Take the lines one at a time. Compiling is Cargo invoking rustc on your source code: the checking-then-translating from lesson 0.5. Finished reports that a dev profile build completed (dev as in development; that's a build configuration, explained in 0.10). Running shows the executable being started; note the path. And the last line is your program itself, alive and talking.
It's worth pausing on what just happened: text you could read became machine code your CPU could execute, and then it executed. The output on your screen was produced by a program that did not exist a minute ago.
Run it again:
cargo run Finished `dev` profile [unoptimized + debuginfo] target(s) in 0.00s
Running `target/debug/hello_world`
Hello, world!
No Compiling line this time. Cargo noticed nothing in your source had changed and skipped straight to running the executable it already built. You get the rebuild only when you've edited something; Cargo keeps track so you don't have to.

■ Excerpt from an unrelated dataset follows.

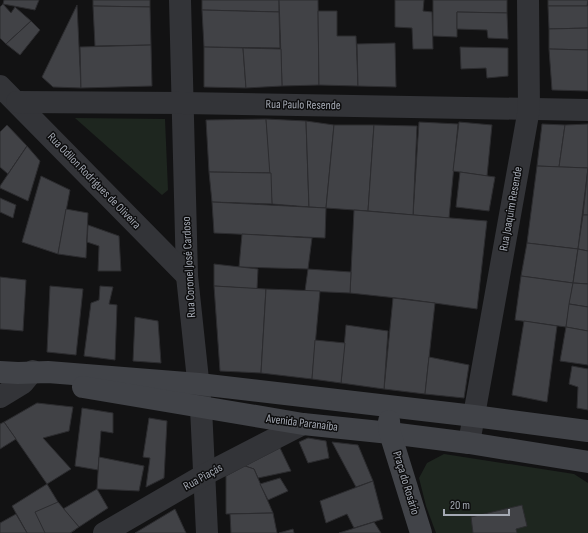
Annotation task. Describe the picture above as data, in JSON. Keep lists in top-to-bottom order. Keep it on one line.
{"streets":{"main road":["Avenida Paranaíba","Praça do Rosário"],"street":["Rua Paulo Resende","Rua Odilon Rodrigues de Oliveira","Rua Joaquim Resende","Rua Coronel José Cardoso","Rua Piaçás"]},"crossings":[["Rua Paulo Resende","Rua Odilon Rodrigues de Oliveira"],["Rua Paulo Resende","Rua Joaquim Resende"],["Rua Paulo Resende","Rua Coronel José Cardoso"],["Rua Odilon Rodrigues de Oliveira","Rua Coronel José Cardoso"],["Rua Joaquim Resende","Avenida Paranaíba"],["Rua Coronel José Cardoso","Avenida Paranaíba"],["Rua Coronel José Cardoso","Rua Piaçás"],["Avenida Paranaíba","Rua Piaçás"],["Avenida Paranaíba","Praça do Rosário"]],"scale_bar":"20 m"}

cargo build, and where the executable lives
cargo run is really two steps, and you can do the first alone:
cargo build
This compiles (if needed) but doesn't run. The executable sits at target/debug/hello_world (hello_world.exe on Windows). The target folder is Cargo's workshop, where the program and all the intermediate build files live. You can run the executable directly, like any other program:
./target/debug/hello_worldHello, world!
No Cargo lines this time: that's the program itself, with no scaffolding around it. The file is yours: copy it, rename it, send it to a friend with the same kind of computer, and it prints its line without Rust installed anywhere in sight. (Why the path says debug, and what the alternative is, is precisely lesson 0.10's business.)
In day-to-day work, though, cargo run is the muscle-memory command: it builds when needed and runs, in one keystroke of history-recall.
Q: What if it didn't work?
If the compile failed, the overwhelmingly likely cause this early is a typo, and the compiler's error message will point at it with surprising precision. For instance, here's what typing println without its ! gets you:
error[E0423]: expected function, found macro `println`
--> src/main.rs:2:5
|
2 | println("Hello, world!");
| ^^^^^^^ not a function
|
help: use `!` to invoke the macro
|
2 | println!("Hello, world!");
| +
The help: section is the fix, written out for you. Reading these messages properly is a skill we build deliberately in chapter 1; this early, just know the answer is usually printed right there. (If you pasted code from somewhere and the quotes turned curly, that's the word-processor trap from lesson 0.7.) For anything stranger, 0.9 is the checklist.
If Hello, world! appeared: congratulations, sincerely. You've set up a development environment and shipped your first build. By volume of new tools and concepts, that was the steepest lesson in the course; from here, we mostly build on what's now installed.
The rest of this chapter is short lessons that round out what you've just seen: a reference for common problems, build configurations, the compiler's warning system, and editions. You've now met all the machinery they describe.